#### Exercise objective:
Print every entry below exactly, leaving out the pictures.

#### Available data:
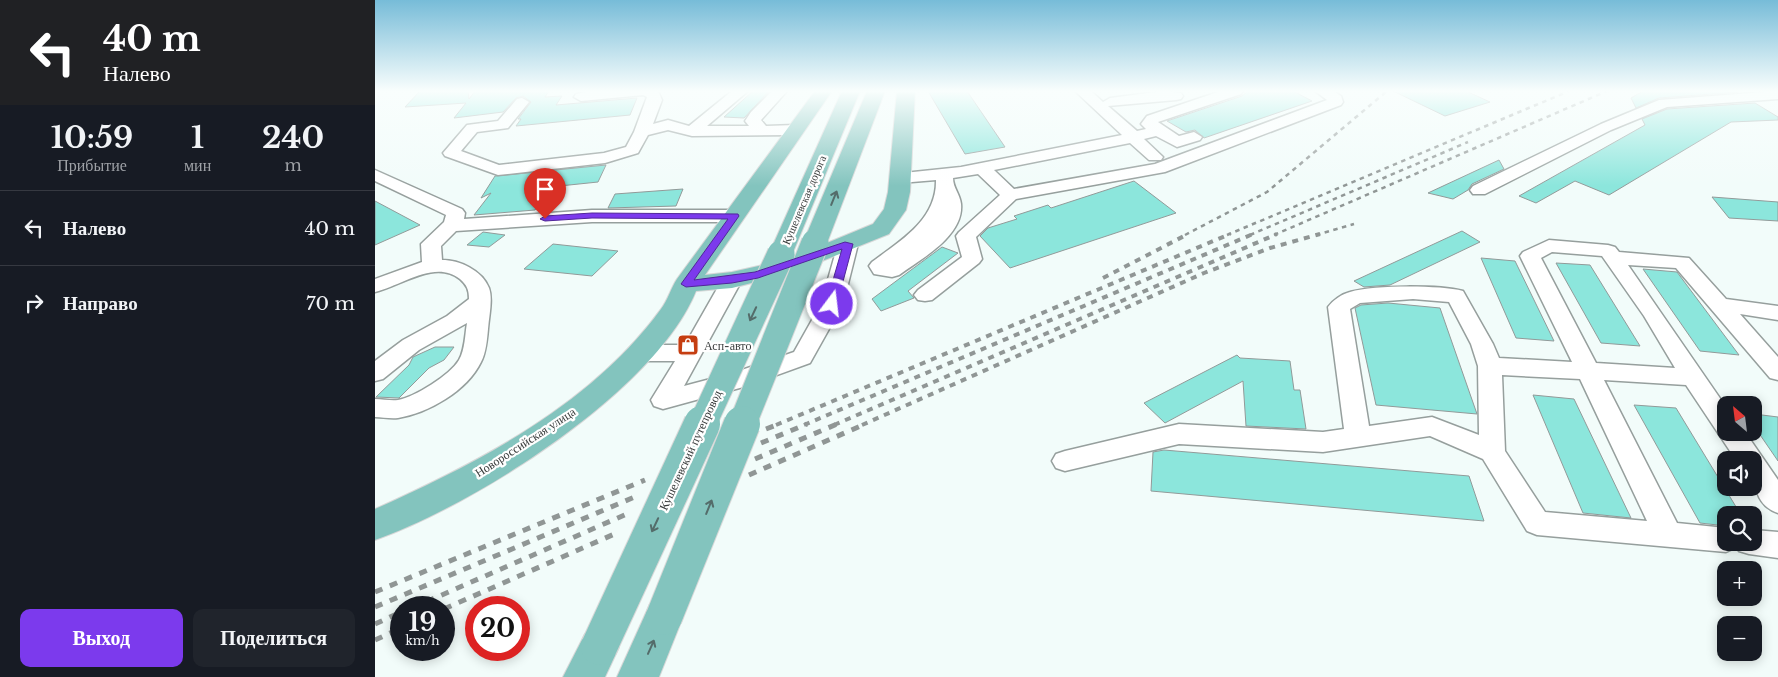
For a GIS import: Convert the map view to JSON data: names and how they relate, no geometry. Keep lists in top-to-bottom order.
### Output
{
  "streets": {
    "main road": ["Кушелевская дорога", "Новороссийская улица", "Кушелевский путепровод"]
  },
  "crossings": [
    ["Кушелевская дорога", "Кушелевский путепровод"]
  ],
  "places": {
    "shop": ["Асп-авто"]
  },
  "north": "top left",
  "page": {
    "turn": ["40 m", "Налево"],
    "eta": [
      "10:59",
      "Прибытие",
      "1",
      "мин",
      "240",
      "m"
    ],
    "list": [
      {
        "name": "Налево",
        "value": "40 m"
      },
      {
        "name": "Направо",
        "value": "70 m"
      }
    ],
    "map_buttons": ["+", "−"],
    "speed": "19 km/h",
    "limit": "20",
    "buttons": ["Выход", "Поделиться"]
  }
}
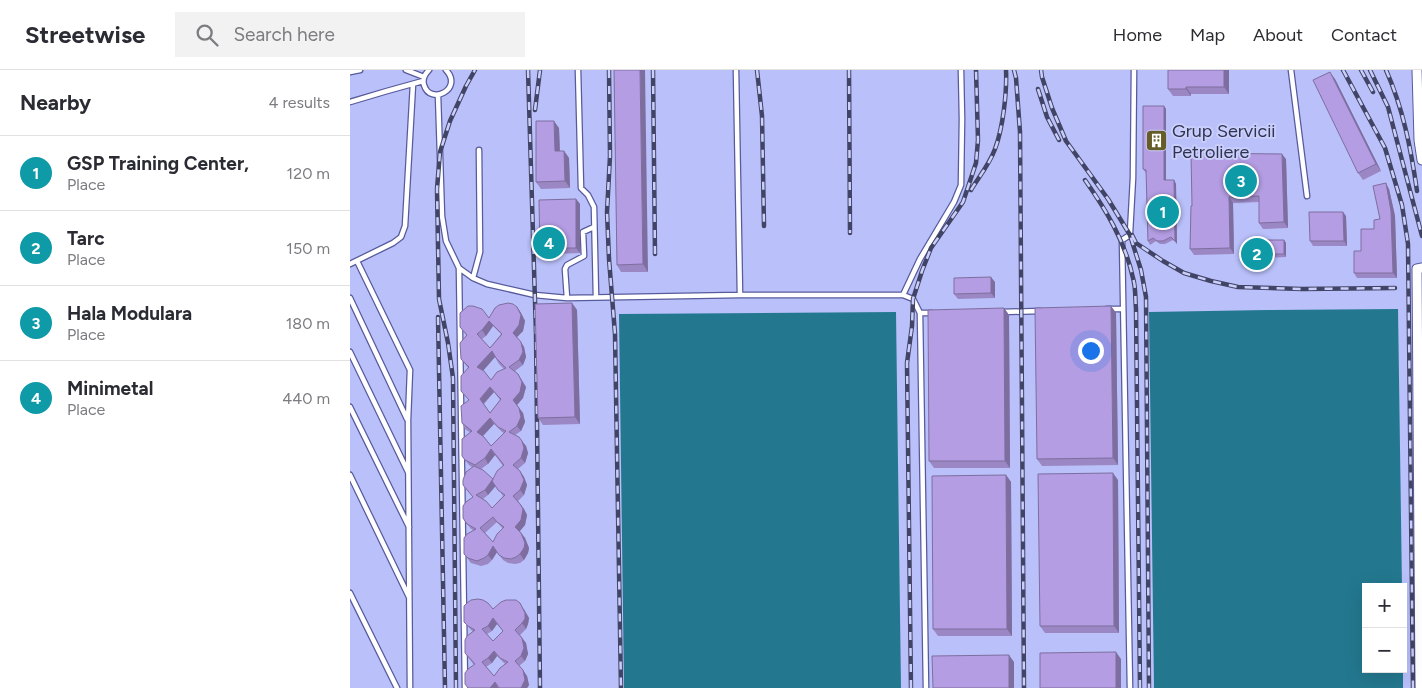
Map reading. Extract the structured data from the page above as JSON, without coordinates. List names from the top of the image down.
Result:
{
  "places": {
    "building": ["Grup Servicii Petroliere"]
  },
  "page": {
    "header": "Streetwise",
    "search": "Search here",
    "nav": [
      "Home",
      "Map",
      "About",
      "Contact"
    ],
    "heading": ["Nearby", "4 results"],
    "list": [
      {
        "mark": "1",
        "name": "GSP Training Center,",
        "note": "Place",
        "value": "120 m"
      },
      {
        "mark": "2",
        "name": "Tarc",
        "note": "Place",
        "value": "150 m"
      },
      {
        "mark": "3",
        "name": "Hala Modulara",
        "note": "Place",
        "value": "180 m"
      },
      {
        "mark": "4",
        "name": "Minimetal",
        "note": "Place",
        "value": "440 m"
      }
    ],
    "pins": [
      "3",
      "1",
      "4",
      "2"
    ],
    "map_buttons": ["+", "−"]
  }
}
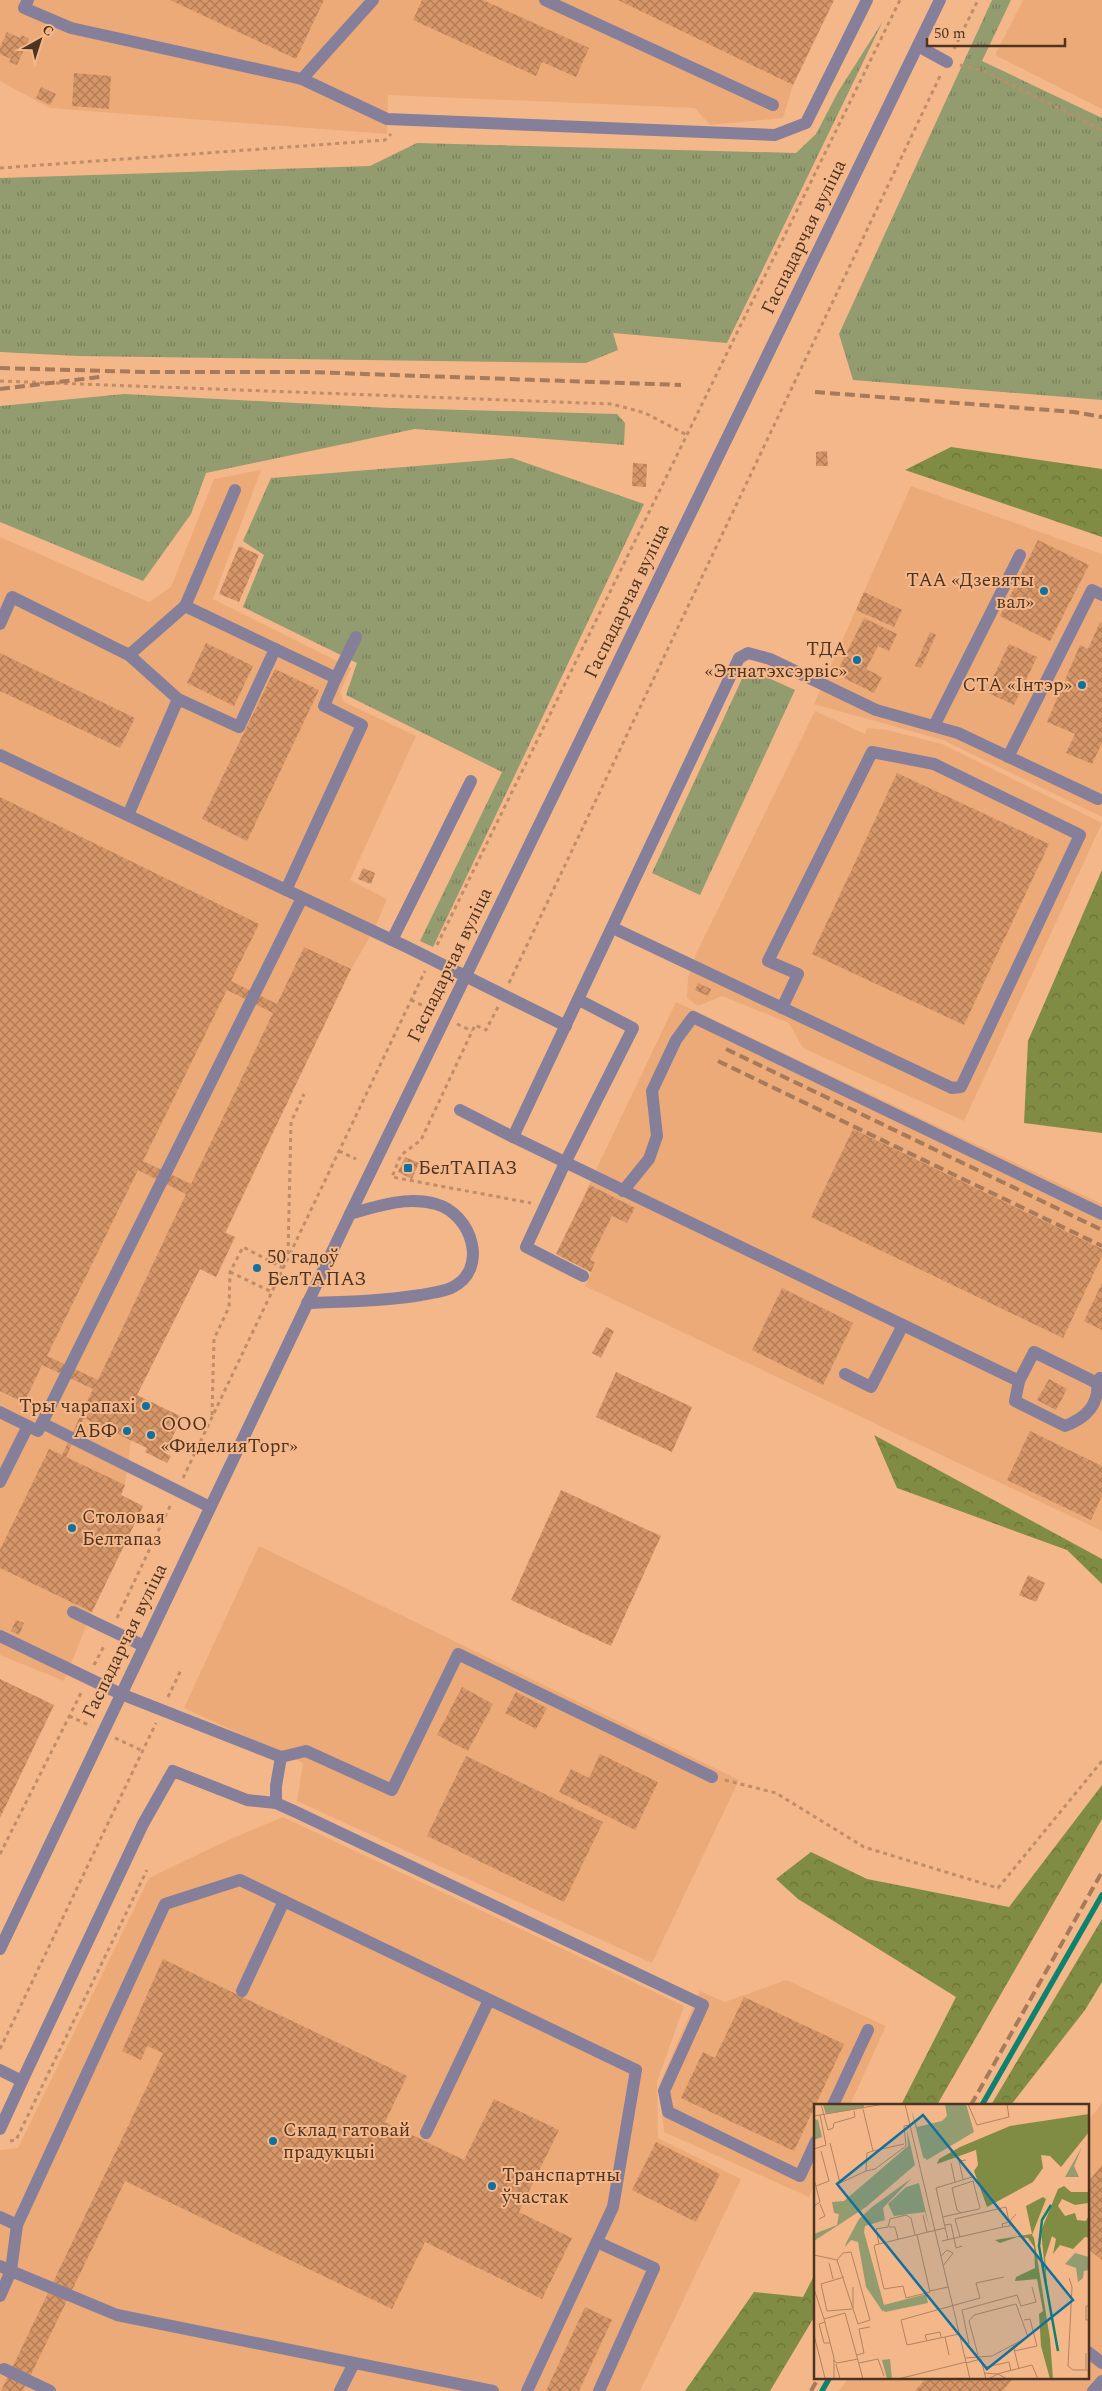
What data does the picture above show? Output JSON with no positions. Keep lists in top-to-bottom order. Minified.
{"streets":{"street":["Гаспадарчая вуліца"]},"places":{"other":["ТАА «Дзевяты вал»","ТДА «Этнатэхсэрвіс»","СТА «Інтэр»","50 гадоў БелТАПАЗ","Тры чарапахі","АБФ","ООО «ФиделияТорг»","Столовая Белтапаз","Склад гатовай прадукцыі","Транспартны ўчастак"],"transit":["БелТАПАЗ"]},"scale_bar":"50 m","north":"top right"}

#### Response box:
For a GIS import: Convert the map view to JSON data: names and how they relate, no geometry. Keep lists in top-to-bottom order.
### Output
{
  "streets": {
    "main road": ["Кушелевская дорога", "Новороссийская улица", "Кушелевский путепровод"]
  },
  "crossings": [
    ["Кушелевская дорога", "Кушелевский путепровод"]
  ],
  "places": {
    "shop": ["Асп-авто"]
  },
  "north": "top left",
  "page": {
    "turn": ["40 m", "Налево"],
    "eta": [
      "10:59",
      "Прибытие",
      "1",
      "мин",
      "240",
      "m"
    ],
    "list": [
      {
        "name": "Налево",
        "value": "40 m"
      },
      {
        "name": "Направо",
        "value": "70 m"
      }
    ],
    "map_buttons": ["+", "−"],
    "speed": "19 km/h",
    "limit": "20",
    "buttons": ["Выход", "Поделиться"]
  }
}
Map reading. Extract the structured data from the page above as JSON, without coordinates. List names from the top of the image down.
Result:
{
  "places": {
    "building": ["Grup Servicii Petroliere"]
  },
  "page": {
    "header": "Streetwise",
    "search": "Search here",
    "nav": [
      "Home",
      "Map",
      "About",
      "Contact"
    ],
    "heading": ["Nearby", "4 results"],
    "list": [
      {
        "mark": "1",
        "name": "GSP Training Center,",
        "note": "Place",
        "value": "120 m"
      },
      {
        "mark": "2",
        "name": "Tarc",
        "note": "Place",
        "value": "150 m"
      },
      {
        "mark": "3",
        "name": "Hala Modulara",
        "note": "Place",
        "value": "180 m"
      },
      {
        "mark": "4",
        "name": "Minimetal",
        "note": "Place",
        "value": "440 m"
      }
    ],
    "pins": [
      "3",
      "1",
      "4",
      "2"
    ],
    "map_buttons": ["+", "−"]
  }
}
What data does the picture above show? Output JSON with no positions. Keep lists in top-to-bottom order. Minified.
{"streets":{"street":["Гаспадарчая вуліца"]},"places":{"other":["ТАА «Дзевяты вал»","ТДА «Этнатэхсэрвіс»","СТА «Інтэр»","50 гадоў БелТАПАЗ","Тры чарапахі","АБФ","ООО «ФиделияТорг»","Столовая Белтапаз","Склад гатовай прадукцыі","Транспартны ўчастак"],"transit":["БелТАПАЗ"]},"scale_bar":"50 m","north":"top right"}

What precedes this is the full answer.